3. Reply generation: and generating a reply of the robot according to the dialogue state and the intention of the user. Appropriate replies may be generated from the dialog history and context using template matching, natural language generation models, or rule-based methods.
4. Dialogue decision: based on the dialog state and the goals of the robot, a decision is made as to how to handle the user's input. Using reinforcement learning methods, dialogue questions are modeled as a markov decision process (Markov Decision Process, MDP) and replies are selected by learning the best strategy.
5. Context management: in a multi-round conversation, the contextual information of the conversation is managed, ensuring that the system is able to understand and use the previous conversation history. A memory network may be used to store and retrieve dialog history, as well as to correlate current dialog and context.
6. Error handling: errors that may occur in the dialog are handled, such as ambiguities or incompleteness of the user input, or errors in the understanding of the robot. This may correct errors and provide a more accurate reply by using confidence metrics of the model or adding feedback mechanisms.

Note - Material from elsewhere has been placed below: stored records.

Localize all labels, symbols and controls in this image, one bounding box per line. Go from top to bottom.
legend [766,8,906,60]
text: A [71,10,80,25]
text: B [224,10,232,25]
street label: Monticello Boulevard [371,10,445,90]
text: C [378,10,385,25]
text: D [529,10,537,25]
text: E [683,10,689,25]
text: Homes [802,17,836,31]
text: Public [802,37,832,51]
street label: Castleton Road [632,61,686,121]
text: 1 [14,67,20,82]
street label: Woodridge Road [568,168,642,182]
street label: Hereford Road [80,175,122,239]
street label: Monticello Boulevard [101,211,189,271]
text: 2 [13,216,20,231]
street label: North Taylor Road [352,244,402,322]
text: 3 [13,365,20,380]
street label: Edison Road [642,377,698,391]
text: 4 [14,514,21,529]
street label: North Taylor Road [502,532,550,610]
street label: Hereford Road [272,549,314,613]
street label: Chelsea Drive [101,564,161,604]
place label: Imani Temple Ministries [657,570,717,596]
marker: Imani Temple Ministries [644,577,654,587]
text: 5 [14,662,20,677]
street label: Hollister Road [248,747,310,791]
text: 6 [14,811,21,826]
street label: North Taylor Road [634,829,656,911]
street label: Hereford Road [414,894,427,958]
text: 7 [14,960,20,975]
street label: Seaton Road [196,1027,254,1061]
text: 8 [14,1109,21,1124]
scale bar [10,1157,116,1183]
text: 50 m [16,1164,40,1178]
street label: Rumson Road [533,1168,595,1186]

7. Meaning understanding and supplementary questioning: in a dialogue, when the robot cannot understand the user's input or needs more information, the system will make meaning understanding and supplementary questions, identify ambiguous or missing information of the user using rule-based or machine-learning-based methods, and generate appropriate queries for clarification.
8. Intelligent topic transfer: in the dialogue, topic transition and transition are performed according to user input. Techniques may be used to detect changes in user intent and to shift topics according to established dialog strategies. These technical details are some basic elements of constructing dialog management in an intelligent artificial chat robot, and specific implementation and algorithm selection may vary depending on application scenarios and requirements.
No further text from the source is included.